Once we analyze these statutes under the framework defended in our book, however, we can see why these rationales are unpersuasive. In short, they fail to account for four important, and to our mind, supervening considerations.

First, the exemptions obviously contribute to a fundamental oddity, indeed an unwarranted disparity: close friends who provide assistance face prosecution, while family members do not. Perhaps even more troubling, the statutes sweep with too broad a brush in another regard as well: they protect those family members who might never have previously enjoyed a meaningful relationship with the primary offender but simply came to the aid of a relative when asked for assistance after the commission of a crime. Moreover, the laws are written only to protect those in traditional state-sanctioned familial organizations.

Further, these exemptions have patriarchal origins. Historically, the focus of these exemptions at common law was to exempt wives from liability for following their “duty” by shielding their husbands. Today these statutes have been drafted largely in gender-neutral terms by extending their protection to other immediate family members, so perhaps they should not be invalidated on the basis of their patriarchal roots alone. But if not crafted carefully, these exemptions may serve to shield from prosecution those who commit crimes in the home against other family members

Our strongest reservations, however, have to do with how these exemptions impede the core functions of the criminal justice system: the imposition of accurate and adequate punishment and the protection of the public from crime. In terms of accuracy, these exemptions do a different kind of mischief than threatening our ability to sort the guilty from the innocent; they facilitate a fugitive’s escape from punishment entirely. Allowing an individual to obstruct justice by hiding a family member obviously frustrates the critical task of capturing guilty offenders. Moreover, this immunity is granted without regard to the heinousness of the underlying crime: the exemption is generally granted whether the fugitive is a forger or a murderer.
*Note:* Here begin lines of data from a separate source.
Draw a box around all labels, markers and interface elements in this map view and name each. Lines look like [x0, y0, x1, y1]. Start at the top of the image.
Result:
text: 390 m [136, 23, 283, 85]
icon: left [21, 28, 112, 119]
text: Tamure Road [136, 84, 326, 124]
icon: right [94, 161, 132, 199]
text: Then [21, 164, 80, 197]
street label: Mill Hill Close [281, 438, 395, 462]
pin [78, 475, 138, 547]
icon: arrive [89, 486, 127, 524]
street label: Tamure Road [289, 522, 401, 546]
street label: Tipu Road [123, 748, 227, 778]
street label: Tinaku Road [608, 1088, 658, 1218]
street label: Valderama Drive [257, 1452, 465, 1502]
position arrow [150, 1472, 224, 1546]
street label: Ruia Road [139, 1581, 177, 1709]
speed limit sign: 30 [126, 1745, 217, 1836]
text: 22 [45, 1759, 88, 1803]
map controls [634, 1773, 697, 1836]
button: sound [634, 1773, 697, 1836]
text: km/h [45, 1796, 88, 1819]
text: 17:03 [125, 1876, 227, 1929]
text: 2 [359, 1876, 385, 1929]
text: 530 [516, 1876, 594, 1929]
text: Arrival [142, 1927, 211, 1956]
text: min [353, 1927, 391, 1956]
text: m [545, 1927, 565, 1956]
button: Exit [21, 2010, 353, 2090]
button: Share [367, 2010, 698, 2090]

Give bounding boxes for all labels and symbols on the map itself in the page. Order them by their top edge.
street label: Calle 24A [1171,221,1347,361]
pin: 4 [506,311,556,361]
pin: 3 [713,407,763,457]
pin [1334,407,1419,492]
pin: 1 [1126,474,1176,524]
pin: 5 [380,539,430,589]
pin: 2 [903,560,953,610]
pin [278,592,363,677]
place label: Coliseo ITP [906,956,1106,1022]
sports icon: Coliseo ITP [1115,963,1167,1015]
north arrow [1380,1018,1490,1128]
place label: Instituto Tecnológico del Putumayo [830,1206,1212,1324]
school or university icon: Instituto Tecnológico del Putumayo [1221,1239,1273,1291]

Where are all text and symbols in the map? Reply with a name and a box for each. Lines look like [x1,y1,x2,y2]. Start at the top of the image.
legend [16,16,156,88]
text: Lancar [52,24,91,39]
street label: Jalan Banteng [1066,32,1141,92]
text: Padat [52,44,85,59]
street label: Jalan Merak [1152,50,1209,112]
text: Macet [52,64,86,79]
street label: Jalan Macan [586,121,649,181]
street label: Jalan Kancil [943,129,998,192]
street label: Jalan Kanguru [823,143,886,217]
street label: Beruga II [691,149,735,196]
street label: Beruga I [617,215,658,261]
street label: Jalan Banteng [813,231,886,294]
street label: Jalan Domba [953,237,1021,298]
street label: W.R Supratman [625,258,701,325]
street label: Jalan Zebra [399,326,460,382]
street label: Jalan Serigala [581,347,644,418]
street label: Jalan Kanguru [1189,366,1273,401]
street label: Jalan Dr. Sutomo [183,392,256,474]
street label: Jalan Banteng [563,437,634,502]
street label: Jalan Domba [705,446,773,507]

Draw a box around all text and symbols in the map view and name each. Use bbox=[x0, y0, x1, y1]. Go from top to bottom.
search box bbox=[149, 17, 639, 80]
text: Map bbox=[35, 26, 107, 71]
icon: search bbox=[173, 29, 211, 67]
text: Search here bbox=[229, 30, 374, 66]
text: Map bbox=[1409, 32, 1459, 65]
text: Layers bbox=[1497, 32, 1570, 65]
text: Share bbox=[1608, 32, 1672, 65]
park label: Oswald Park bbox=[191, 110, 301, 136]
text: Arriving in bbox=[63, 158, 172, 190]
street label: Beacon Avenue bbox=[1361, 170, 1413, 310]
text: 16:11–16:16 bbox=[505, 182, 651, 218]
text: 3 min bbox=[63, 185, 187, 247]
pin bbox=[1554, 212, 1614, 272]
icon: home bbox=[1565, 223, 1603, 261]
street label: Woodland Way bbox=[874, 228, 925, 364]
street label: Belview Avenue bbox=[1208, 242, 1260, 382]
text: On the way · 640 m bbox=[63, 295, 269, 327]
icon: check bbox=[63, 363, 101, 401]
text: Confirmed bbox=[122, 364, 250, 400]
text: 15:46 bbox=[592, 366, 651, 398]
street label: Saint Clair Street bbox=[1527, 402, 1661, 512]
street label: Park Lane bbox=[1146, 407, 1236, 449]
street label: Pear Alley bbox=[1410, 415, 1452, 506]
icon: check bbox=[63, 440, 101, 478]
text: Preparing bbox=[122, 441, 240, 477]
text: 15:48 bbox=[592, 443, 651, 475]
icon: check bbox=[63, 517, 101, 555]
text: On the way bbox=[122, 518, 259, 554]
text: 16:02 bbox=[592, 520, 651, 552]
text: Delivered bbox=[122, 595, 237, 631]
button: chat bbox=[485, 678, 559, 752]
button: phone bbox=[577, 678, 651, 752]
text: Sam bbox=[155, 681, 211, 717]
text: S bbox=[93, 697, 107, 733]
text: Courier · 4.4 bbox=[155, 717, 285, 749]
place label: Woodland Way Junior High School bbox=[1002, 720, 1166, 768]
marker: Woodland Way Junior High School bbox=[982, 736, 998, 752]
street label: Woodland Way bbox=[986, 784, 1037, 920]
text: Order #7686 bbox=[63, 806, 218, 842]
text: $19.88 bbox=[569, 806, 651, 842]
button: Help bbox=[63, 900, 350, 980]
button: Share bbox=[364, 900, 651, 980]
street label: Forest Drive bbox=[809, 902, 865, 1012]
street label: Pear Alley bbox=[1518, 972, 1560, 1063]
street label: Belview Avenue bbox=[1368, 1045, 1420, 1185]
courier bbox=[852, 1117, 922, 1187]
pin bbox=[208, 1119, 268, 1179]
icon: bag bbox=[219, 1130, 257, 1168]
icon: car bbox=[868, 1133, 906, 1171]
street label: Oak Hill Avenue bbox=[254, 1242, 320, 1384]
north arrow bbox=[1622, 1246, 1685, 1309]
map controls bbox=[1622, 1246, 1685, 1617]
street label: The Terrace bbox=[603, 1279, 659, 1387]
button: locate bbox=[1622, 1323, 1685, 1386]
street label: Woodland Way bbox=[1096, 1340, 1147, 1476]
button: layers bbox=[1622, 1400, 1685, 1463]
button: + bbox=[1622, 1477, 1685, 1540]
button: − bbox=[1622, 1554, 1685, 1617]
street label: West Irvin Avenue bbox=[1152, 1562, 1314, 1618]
While the government’s decision to prosecute someone for harboring a family member fugitive might pose significant stresses upon the defendant’s family, the responsibility for that burden would seem to lie squarely on the shoulders of the family member who commits a crime or decides to enlist his relatives to assist him in escaping adjudication or punishment for his illegal activities. Moreover, while we understand that citizens might agree that it is a difficult choice to turn away family members at a moment of need, we need to recognize that the fugitive might have already wronged, or might pose a future threat to, other persons and other families. Their interests, and the public’s interest, in having fair punishment accurately imposed should be respected too.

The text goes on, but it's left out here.